Method 2: Update the Manager Field for a Single User
- Open Azure Active Directory
Go to https://aad.portal.azure.com and sign in as a global admin or user administrator. - Locate the former employee account
Select Users then All users. Search for the former employee’s name and click on their profile. - Change the Manager attribute
In the left navigation, click Properties. Scroll to the Job information section. Click Manager and select a user from the incident response team. Click Save. - Verify the change
Go to the Microsoft 365 admin center at https://admin.microsoft.com. Navigate to Users > Active users. Select the former employee. Under OneDrive, click Get access to files. The approval request will now be sent to the new manager you set.
If the Approval Still Goes to the Wrong Person
The manager field is empty but the request goes to an unknown admin
When the manager field is blank, Microsoft 365 escalates the request to any global admin. If multiple global admins exist, one of them receives the email. To fix this, always set a manager or use Method 1 to assign a secondary contact. You can also remove unnecessary global admin roles to limit who receives fallback requests.
The secondary contact is not receiving approval emails
The secondary contact must be a site collection admin on the former employee’s OneDrive. If you assigned the secondary contact but they are not receiving emails, verify their site collection admin status. Run Get-SPOUser –Site https://yourtenant-my.sharepoint.com/personal/formeremployee_domain_com –LoginName approver@domain.com | Select-Object IsSiteCollectionAdmin. If it returns False, run the Set-SPOUser command again with –IsSiteCollectionAdmin $true.
The approval request times out with no response
Approval requests expire after 30 days if no one responds. To avoid this, create a shared mailbox for the incident response team and set that mailbox’s email as the manager or secondary contact. Monitor the mailbox daily. Alternatively, use the Add secondary contact field in the Microsoft 365 admin center under Settings > Org settings > Security & privacy > OneDrive access. This field accepts any email address, including a distribution group.

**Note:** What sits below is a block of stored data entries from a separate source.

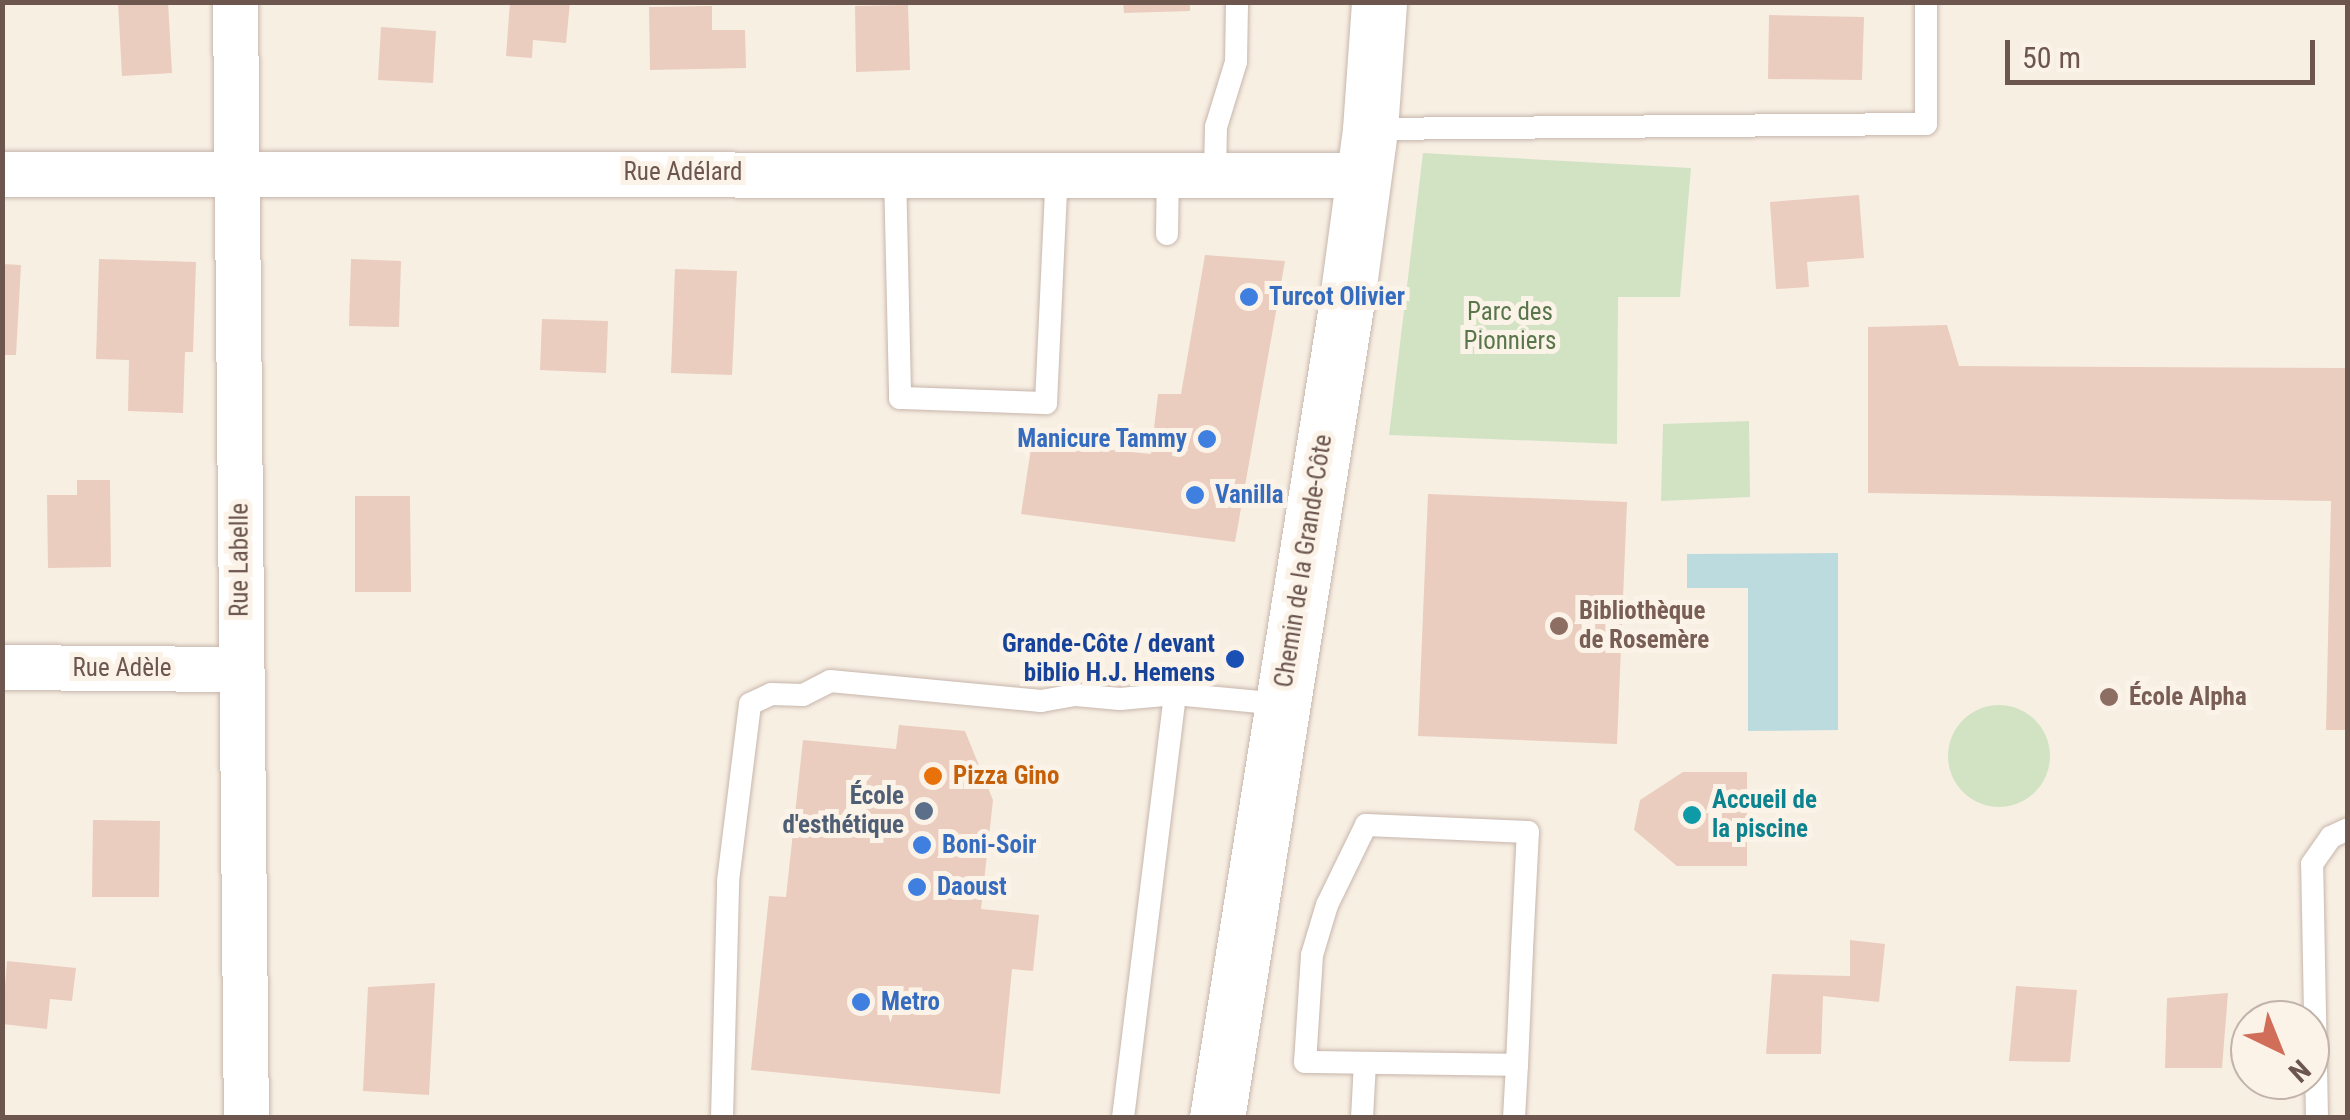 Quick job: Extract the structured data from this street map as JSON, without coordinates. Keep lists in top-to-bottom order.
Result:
{
  "streets": {
    "main road": ["Chemin de la Grande-Côte"],
    "street": ["Rue Adélard", "Rue Labelle", "Rue Adèle"]
  },
  "crossings": [
    ["Rue Adélard", "Rue Labelle"],
    ["Rue Adélard", "Chemin de la Grande-Côte"],
    ["Rue Labelle", "Rue Adèle"]
  ],
  "parks": ["Parc des Pionniers"],
  "places": [
    "Turcot Olivier",
    "Manicure Tammy",
    "Vanilla",
    "Bibliothèque de Rosemère",
    "Grande-Côte / devant biblio H.J. Hemens",
    "École Alpha",
    "Pizza Gino",
    "École d'esthétique",
    "Accueil de la piscine",
    "Boni-Soir",
    "Daoust",
    "Metro"
  ],
  "scale_bar": "50 m",
  "north": "bottom right"
}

Default Approver vs Secondary Contact: Key Differences
| Item | Default Approver (Manager) | Secondary Contact |
|---|---|---|
| Source of assignment | Azure AD Manager attribute | Set via PowerShell or admin center |
| Requires site collection admin rights | No, only an Azure AD user | Yes, must be added as site collection admin |
| Affects all users in tenant | No, per-user attribute | Yes, when RequireSecondaryContact is enabled |
| Fallback if unavailable | Escalates to any global admin | No fallback; request waits for either approver |
| Best for incident response | Only if manager is on the security team | Yes, can be a shared mailbox or distribution group |
You can now redirect OneDrive access approval requests to the correct incident response team. Start by checking the current manager attribute for any recently departed employees. If your team needs a permanent solution, enable the secondary contact requirement with PowerShell and assign a shared mailbox as the approver. For urgent access, update the manager field temporarily and revert it after the investigation.